Tasleem A. Siddiqui scite author profile

The superheavy nuclei have been examined systematically in the region 158 ⩽ N ⩽ 218, 162 ⩽ N ⩽ 212 for Z = 122 and 128, respectively. The explicit density-dependent meson-exchange (DD-ME) and point-coupling (DD-PC) models within the framework of covariant density functional theory (CDFT) have been used to study the structural and decay properties of the isotopic series which includes the separable form of a finite range of pairing interaction. From the potential energy curves, the ground state properties of nuclei are predicted.
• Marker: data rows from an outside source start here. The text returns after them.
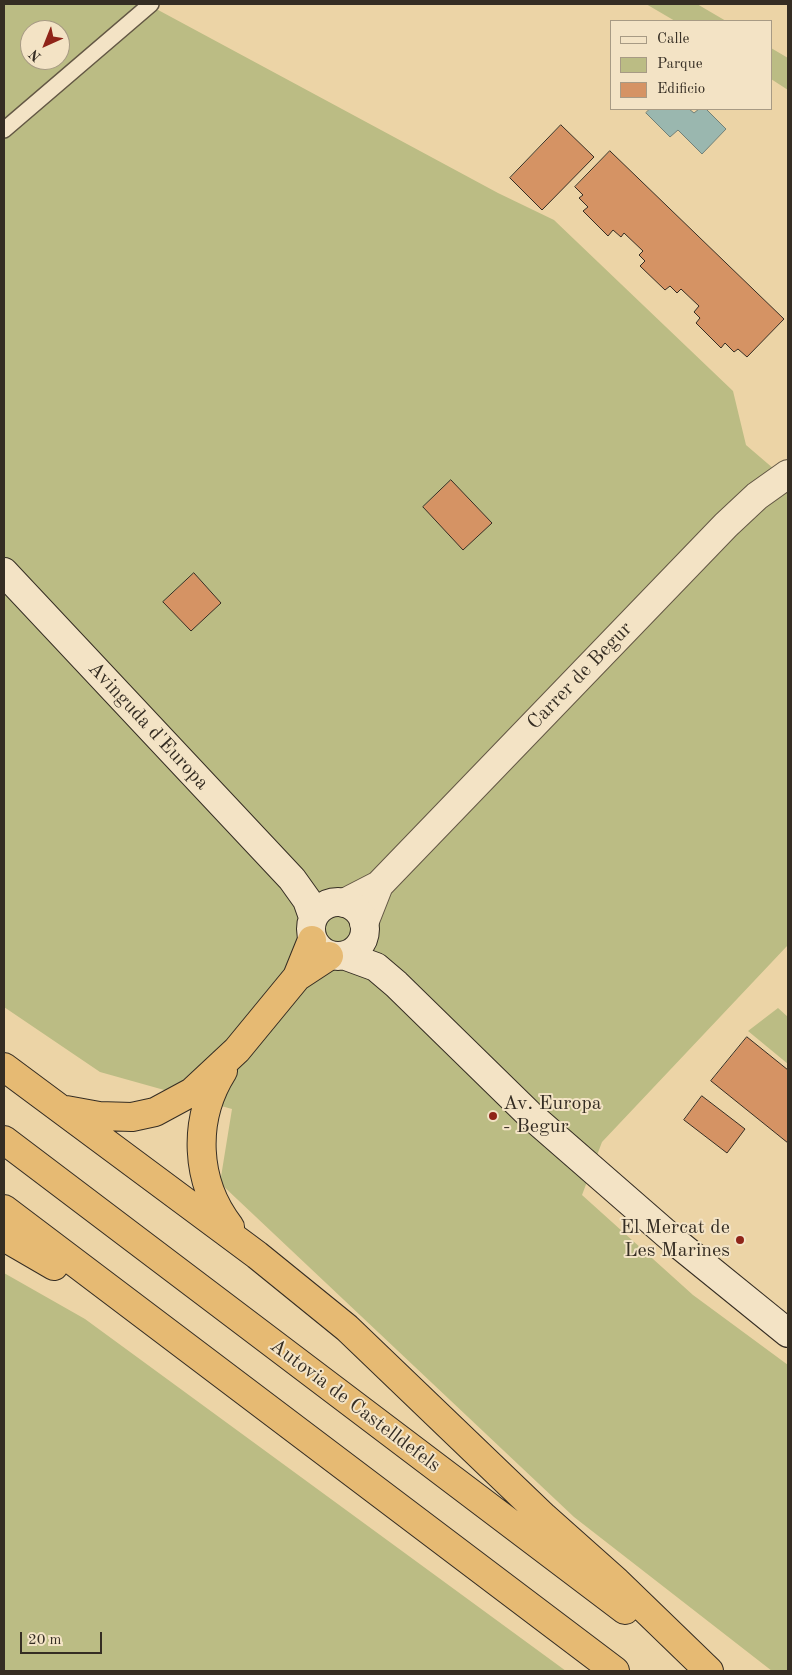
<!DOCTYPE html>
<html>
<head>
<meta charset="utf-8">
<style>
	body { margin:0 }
	#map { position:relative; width:792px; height:1675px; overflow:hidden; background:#ecd4a6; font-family:"Old Standard TT",serif }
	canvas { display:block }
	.frame { position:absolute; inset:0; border:5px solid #352d23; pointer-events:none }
	.legend { position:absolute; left:610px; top:20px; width:162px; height:90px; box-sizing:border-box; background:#f3e3c5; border:1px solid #a79a84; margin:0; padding:6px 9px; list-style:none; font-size:15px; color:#352d23 }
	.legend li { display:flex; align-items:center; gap:10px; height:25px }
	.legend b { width:25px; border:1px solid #a79a84 }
	.north { position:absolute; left:20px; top:20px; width:50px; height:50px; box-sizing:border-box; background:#f3e3c5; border:1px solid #a79a84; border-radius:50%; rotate:224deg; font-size:14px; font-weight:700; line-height:20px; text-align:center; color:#352d23 }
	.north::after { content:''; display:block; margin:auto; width:18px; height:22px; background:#8f2418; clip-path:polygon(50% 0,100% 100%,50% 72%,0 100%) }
	.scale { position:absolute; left:20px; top:1632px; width:82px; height:22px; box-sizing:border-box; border:2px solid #352d23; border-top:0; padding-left:6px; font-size:15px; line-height:18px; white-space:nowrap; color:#352d23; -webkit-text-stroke:4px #f3e3c5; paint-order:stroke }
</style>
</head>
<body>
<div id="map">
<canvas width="792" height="1675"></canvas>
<div class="frame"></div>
<ul class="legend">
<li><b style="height:6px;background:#f3e3c5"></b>Calle</li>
<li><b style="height:14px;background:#bbbc84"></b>Parque</li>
<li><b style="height:14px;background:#d59364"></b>Edificio</li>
</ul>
<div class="north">N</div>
<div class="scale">20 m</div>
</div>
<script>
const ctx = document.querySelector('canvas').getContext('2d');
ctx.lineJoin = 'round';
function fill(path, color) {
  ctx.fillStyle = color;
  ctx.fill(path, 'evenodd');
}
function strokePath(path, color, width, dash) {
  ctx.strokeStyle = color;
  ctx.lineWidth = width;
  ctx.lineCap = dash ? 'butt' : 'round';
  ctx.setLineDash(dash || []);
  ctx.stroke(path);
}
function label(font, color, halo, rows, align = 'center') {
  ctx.font = font + ' "Old Standard TT",serif';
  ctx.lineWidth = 4;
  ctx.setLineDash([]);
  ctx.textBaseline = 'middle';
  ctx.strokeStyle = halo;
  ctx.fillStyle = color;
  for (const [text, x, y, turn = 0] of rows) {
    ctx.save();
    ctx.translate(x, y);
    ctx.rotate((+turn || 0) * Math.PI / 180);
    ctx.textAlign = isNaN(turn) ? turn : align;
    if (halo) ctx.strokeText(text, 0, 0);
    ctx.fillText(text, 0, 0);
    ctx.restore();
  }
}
const green = new Path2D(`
	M4 4H147L498 193 554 220 733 391 746 445 788 481V945L602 1142 582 1195 693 1295 788 1365V1671H772L574 1517 220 1183 232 1109 100 1072 4 1007ZM30 30H60V60H30Z
	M646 4H697L726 21H675Z
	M771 48 788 58V90L771 79Z
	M778 1008 788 1017V1064L748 1031Z
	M4 1273 85 1319 566 1671H4Z`);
const water = new Path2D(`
	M650 109H689L694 113 699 109H706L726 129 702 154 678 130 670 137 646 113Z`);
const building = new Path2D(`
	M561 125 594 157 542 210 510 178Z
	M610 151 784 319 747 357 738 349 734 352 725 343 721 348 696 323 700 318 694 312 699 306 681 289 677 293 670 286 665 290 640 266 645 261 639 255 643 251 624 233 621 237 613 230 608 236 583 211 588 207 579 198 583 195 575 187Z
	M451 480 492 523 463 550 423 507Z
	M194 573 221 603 191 631 163 602Z
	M747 1037 788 1070V1143L711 1081Z
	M702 1096 745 1129 727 1153 684 1120Z`);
const lane = new Path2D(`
	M4 130 151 4`);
const street = new Path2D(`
	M344 903 379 885 726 525 757 496 788 474
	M364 923 379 885`);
const secondary = new Path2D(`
	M4 572 292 879 307 900 313 917
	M311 929a27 27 0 1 1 54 0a27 27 0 1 1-54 0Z
	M346 956 376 967 396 984 529 1114 677 1243 788 1333`);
const highway = new Path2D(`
	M297 977 312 940
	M4 1067 257 1255 347 1328 544 1517 617 1582 709 1671
	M223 1071C192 1120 195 1182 230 1227
	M66 1110 99 1116 132 1117 155 1112 192 1092 237 1050 297 977 329 956
	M4 1140 625 1610
	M4 1209 615 1671
	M4 1237 54 1266`);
const markers = [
	[493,1116,5,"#8f2418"],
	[740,1240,5,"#8f2418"]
];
const streetNames = [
	["Carrer de Begur",580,676,-46],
	["Avinguda d'Europa",148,726,47],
	["Autovia de Castelldefels",355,1406,37]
];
const poiNames = [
	["Av. Europa",503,1104],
	["- Begur",503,1127],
	["El Mercat de",730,1228,"right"],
	["Les Marines",730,1251,"right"]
];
fill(green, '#bbbc84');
fill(water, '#9ab7af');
strokePath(water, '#728077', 1);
fill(building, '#d59364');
strokePath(building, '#352d23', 1);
strokePath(lane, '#635744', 18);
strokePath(street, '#635744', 30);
strokePath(secondary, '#352d23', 30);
strokePath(highway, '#352d23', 30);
strokePath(lane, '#f3e3c5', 15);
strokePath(street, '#f3e3c5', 28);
strokePath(secondary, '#f3e3c5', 28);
strokePath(highway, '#e6ba73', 28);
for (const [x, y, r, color] of markers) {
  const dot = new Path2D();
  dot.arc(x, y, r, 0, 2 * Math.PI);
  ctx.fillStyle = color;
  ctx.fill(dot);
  strokePath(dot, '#f3e3c5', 2);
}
label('20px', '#352d23', '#f3e3c5', streetNames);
label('20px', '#352d23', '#f3e3c5', poiNames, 'left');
</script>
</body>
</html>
Due to the importance of the shell effect in the superheavy region, the Strutinsky shell correction method has been employed for a better understanding of the extra stability of nuclei. The results from neutron pairing energy, two-neutron separation energy (S 2n ), single-particle energy levels, and total shell-correction energy strongly support N = 168, 174, and 178 as deformed neutron-magic numbers from both the force parameter, in both the isotopic series. N = 172 and 184 are predicted as spherical magic with DD-ME2 interaction in the Z = 122 isotopic series. Using three different semi-empirical approaches named UNIV2, SemFIS2, and ImSahu, the α-decay properties are studied and compared with available experimental data, FRDM2012 and the WS4 mass model. The stability of synthesized superheavy nuclei can be determined by comparing spontaneous fission half-lives with α-decay half-lives.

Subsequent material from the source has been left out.